One Night at McCool’s
You can see the effort that went into breaking this comedy out of the formula rut. The script by Stan Seidel, who died of Crohn’s disease shortly after shooting wrapped, is a low-rent comic spin on Rashomon, in which the same story is seen from three points of view. One night at a St. Louis bar called McCool’s, three guys meet their dream girl. Her name is Jewel — no, she doesn’t write poetry — and as Liv Tyler plays her, she is all things to all men. Carl (Paul Reiser), a lawyer, sees her as his sluttiest sex fantasy; Dehling (John Goodman), a cop, sees her as the virtuous replacement for his dead wife; and Randy (Matt Dillon), a bartender, sees her as the simple girl he’d like to move into his house.
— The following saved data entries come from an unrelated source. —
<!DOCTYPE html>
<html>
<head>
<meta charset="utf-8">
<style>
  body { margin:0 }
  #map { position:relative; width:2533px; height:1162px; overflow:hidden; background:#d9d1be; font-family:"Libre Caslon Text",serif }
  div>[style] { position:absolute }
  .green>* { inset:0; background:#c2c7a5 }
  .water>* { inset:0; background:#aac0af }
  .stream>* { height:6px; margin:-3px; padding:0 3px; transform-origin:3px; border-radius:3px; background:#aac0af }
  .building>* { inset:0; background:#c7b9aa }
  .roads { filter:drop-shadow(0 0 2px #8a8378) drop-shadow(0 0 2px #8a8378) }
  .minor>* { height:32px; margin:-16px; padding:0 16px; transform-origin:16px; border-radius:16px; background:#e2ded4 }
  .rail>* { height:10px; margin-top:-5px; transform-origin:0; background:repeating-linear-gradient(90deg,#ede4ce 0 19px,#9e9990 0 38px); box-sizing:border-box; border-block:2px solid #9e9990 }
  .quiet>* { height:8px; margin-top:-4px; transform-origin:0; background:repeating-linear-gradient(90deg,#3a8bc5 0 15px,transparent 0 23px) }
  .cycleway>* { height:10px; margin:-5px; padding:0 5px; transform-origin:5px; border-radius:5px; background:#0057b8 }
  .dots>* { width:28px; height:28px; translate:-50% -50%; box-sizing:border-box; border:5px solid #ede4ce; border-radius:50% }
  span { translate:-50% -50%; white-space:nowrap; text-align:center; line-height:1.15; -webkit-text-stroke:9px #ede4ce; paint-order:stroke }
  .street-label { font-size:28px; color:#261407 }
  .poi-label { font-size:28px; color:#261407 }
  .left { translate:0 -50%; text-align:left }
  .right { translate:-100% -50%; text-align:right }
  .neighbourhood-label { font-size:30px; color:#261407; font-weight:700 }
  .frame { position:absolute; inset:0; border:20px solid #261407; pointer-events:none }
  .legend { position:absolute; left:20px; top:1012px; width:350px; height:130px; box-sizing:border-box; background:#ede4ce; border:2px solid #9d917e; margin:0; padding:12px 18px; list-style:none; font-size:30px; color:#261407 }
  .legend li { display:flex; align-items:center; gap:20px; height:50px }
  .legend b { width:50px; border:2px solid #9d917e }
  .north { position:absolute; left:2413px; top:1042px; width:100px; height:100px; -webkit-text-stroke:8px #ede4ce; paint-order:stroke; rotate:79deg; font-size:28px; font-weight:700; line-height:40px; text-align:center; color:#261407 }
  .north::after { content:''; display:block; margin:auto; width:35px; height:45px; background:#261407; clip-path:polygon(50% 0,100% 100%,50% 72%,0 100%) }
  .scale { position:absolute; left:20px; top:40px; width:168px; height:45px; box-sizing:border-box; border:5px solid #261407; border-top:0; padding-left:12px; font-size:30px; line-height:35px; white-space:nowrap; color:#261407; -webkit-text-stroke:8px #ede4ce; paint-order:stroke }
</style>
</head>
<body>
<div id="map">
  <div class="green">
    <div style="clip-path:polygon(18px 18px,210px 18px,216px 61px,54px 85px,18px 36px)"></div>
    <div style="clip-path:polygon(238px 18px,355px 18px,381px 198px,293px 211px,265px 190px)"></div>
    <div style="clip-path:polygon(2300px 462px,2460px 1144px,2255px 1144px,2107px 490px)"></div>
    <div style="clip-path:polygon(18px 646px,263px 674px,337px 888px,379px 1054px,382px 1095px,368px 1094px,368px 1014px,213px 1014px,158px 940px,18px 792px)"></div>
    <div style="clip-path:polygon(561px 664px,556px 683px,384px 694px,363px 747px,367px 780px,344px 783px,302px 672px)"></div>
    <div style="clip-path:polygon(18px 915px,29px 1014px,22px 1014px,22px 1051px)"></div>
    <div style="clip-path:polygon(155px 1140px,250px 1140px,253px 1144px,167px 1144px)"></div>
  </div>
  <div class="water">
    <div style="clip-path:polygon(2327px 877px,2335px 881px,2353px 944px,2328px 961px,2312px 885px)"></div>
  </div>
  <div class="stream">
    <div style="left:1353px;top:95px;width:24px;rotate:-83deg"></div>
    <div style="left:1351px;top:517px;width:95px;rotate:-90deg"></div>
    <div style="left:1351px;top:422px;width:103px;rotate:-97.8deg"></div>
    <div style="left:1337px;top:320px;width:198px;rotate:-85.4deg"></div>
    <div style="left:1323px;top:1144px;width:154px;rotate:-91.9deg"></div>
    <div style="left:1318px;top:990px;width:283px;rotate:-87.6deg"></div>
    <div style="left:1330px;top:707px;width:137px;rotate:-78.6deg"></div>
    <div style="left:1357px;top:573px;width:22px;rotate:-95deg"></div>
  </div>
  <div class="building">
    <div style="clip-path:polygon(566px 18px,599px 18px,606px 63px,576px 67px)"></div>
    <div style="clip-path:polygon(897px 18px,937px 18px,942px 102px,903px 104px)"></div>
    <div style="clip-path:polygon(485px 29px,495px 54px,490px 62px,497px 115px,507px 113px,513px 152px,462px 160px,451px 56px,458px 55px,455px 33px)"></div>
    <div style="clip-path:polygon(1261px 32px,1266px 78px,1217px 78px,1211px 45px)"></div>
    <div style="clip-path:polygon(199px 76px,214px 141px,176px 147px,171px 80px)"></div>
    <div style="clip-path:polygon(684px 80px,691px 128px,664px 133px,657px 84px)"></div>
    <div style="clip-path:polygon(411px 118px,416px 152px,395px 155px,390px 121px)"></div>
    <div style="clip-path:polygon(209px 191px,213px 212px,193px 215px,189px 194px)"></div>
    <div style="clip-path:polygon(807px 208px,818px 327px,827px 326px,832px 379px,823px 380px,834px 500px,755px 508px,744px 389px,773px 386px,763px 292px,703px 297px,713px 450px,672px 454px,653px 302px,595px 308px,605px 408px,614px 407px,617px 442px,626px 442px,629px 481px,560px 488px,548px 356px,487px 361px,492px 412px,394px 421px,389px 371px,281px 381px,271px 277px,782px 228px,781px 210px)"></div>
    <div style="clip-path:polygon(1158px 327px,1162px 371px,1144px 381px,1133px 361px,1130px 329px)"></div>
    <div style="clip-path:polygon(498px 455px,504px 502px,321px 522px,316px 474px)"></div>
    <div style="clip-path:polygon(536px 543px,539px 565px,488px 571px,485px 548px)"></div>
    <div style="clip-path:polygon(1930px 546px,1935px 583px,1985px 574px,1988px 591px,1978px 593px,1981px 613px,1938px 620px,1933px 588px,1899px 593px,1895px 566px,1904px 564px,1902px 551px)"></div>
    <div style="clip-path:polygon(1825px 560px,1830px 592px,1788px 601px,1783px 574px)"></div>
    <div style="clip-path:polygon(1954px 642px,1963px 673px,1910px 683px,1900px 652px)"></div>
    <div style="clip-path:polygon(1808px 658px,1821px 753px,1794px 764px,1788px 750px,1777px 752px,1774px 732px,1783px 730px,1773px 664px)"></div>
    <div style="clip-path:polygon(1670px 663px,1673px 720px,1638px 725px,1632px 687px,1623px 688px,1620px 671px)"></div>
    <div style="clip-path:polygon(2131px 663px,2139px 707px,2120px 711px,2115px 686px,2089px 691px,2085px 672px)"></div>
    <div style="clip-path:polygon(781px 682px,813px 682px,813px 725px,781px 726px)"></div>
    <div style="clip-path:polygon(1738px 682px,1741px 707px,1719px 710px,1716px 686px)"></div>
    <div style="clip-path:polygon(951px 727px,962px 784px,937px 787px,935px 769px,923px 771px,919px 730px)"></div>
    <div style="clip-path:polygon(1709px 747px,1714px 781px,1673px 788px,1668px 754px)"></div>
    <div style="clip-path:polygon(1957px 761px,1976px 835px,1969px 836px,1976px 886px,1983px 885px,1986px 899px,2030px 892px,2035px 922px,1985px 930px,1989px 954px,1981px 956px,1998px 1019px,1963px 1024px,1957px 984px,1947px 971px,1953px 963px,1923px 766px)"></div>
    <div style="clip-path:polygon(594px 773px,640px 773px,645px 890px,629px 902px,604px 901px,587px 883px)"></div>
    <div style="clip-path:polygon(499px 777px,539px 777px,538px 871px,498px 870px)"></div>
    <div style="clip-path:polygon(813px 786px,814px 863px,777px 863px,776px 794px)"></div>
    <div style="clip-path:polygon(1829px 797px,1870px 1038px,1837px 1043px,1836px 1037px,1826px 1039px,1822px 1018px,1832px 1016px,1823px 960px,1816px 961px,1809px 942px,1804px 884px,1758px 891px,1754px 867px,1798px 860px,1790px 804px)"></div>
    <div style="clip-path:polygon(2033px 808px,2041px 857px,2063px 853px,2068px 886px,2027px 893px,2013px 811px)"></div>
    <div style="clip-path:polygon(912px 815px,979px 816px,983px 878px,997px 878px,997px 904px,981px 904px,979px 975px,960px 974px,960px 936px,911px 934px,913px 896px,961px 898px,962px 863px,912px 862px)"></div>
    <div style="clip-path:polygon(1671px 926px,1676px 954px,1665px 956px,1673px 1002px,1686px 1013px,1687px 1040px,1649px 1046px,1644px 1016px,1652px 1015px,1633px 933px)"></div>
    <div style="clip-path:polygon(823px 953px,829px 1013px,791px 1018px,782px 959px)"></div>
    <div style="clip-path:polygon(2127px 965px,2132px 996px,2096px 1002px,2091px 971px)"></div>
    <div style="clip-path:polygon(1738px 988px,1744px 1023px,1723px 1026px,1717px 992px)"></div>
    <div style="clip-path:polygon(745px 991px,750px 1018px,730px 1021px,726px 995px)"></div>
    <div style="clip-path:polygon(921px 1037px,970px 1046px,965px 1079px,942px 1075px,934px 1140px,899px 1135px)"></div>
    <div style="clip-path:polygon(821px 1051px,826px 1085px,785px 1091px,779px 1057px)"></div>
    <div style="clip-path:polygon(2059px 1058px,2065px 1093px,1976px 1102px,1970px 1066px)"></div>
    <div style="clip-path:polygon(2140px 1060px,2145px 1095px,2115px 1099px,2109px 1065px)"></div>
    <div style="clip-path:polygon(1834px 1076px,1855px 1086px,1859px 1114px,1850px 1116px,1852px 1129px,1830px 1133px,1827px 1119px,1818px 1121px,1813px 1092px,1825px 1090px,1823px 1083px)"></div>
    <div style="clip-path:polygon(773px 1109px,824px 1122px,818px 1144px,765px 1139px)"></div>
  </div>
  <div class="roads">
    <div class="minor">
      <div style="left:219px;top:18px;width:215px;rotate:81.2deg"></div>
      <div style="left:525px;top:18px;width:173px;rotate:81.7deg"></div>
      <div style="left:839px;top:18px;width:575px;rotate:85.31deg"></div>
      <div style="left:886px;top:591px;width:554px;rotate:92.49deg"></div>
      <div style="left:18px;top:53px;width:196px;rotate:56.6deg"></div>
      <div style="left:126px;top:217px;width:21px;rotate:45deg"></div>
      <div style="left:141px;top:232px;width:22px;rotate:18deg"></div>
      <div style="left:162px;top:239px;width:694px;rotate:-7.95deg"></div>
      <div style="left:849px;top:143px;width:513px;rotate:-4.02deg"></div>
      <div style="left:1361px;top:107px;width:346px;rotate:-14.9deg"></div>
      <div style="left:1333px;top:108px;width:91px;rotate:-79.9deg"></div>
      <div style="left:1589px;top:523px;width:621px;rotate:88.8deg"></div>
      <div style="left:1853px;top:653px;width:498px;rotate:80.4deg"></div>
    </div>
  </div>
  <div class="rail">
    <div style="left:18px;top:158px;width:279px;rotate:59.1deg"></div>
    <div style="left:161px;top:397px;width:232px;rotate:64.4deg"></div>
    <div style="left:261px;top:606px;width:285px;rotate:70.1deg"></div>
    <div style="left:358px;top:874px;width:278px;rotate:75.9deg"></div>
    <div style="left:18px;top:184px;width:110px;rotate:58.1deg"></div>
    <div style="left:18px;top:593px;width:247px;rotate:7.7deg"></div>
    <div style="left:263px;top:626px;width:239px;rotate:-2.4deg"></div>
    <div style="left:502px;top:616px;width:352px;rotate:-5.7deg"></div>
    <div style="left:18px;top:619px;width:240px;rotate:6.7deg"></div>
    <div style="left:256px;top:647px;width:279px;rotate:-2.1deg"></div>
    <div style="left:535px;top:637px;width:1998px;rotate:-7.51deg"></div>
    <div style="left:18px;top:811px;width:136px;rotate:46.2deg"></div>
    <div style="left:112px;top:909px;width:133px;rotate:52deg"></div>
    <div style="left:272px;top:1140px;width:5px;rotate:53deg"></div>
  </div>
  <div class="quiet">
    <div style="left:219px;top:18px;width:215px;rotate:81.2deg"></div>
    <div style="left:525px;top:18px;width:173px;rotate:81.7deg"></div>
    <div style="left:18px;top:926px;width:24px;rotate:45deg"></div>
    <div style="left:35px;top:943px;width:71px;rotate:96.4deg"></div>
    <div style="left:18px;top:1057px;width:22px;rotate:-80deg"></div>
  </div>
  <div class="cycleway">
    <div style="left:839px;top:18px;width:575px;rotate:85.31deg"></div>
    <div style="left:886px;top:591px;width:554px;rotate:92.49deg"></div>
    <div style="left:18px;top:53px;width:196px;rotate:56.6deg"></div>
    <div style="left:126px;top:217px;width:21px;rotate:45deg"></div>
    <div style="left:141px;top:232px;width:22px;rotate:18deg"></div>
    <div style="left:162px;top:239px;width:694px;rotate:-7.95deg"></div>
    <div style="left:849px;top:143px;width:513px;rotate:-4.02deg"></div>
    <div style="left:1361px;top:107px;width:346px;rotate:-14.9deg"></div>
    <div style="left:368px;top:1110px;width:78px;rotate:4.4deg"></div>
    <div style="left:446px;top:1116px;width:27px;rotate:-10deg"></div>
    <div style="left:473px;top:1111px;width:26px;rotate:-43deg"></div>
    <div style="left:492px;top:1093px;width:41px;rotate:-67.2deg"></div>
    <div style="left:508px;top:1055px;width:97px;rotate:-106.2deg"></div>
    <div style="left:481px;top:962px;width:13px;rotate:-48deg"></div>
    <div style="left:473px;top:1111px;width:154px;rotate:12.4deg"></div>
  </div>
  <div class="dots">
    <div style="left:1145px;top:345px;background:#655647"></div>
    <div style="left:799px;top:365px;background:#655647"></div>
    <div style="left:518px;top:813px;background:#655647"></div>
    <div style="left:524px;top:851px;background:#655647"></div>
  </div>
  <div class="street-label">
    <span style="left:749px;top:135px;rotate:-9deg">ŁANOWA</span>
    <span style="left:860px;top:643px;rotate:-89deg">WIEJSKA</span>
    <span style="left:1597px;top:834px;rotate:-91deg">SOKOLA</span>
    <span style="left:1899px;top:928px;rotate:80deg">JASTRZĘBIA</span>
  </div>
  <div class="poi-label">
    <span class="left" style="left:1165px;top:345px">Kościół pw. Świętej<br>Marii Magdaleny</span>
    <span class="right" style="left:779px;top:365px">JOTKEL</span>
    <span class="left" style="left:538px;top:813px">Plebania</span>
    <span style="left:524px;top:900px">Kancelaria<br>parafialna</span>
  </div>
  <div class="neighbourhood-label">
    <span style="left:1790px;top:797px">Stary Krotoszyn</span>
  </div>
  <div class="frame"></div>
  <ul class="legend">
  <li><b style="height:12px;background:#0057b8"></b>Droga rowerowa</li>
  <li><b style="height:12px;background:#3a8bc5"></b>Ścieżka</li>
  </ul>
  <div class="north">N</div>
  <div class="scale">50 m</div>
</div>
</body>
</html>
It would be fair to say, without giving too much away, that Jewel doesn’t fit into any easy categories. You cross this femme fatale at your peril. Tyler, a true beauty, gives the role a valiant try, but her range is too limited to play this amalgam of female perfection. That leaves Reiser, Goodman and Dillon — fine actors all — struggling to fill in the gaps, while director Harald Zwart, a veteran of commercials and music videos, opens an arsenal of stylistic tricks to distract us from the gaping holes in the plot.
No go. The real fun comes in watching Michael Douglas, the film’s co-producer, put on a country-star wig and huge fake teeth to play the supporting role of Burmeister, a hit man with a fetish for bingo. Douglas pulls off the trick that the rest of the movie never quite manages: He makes you laugh out loud.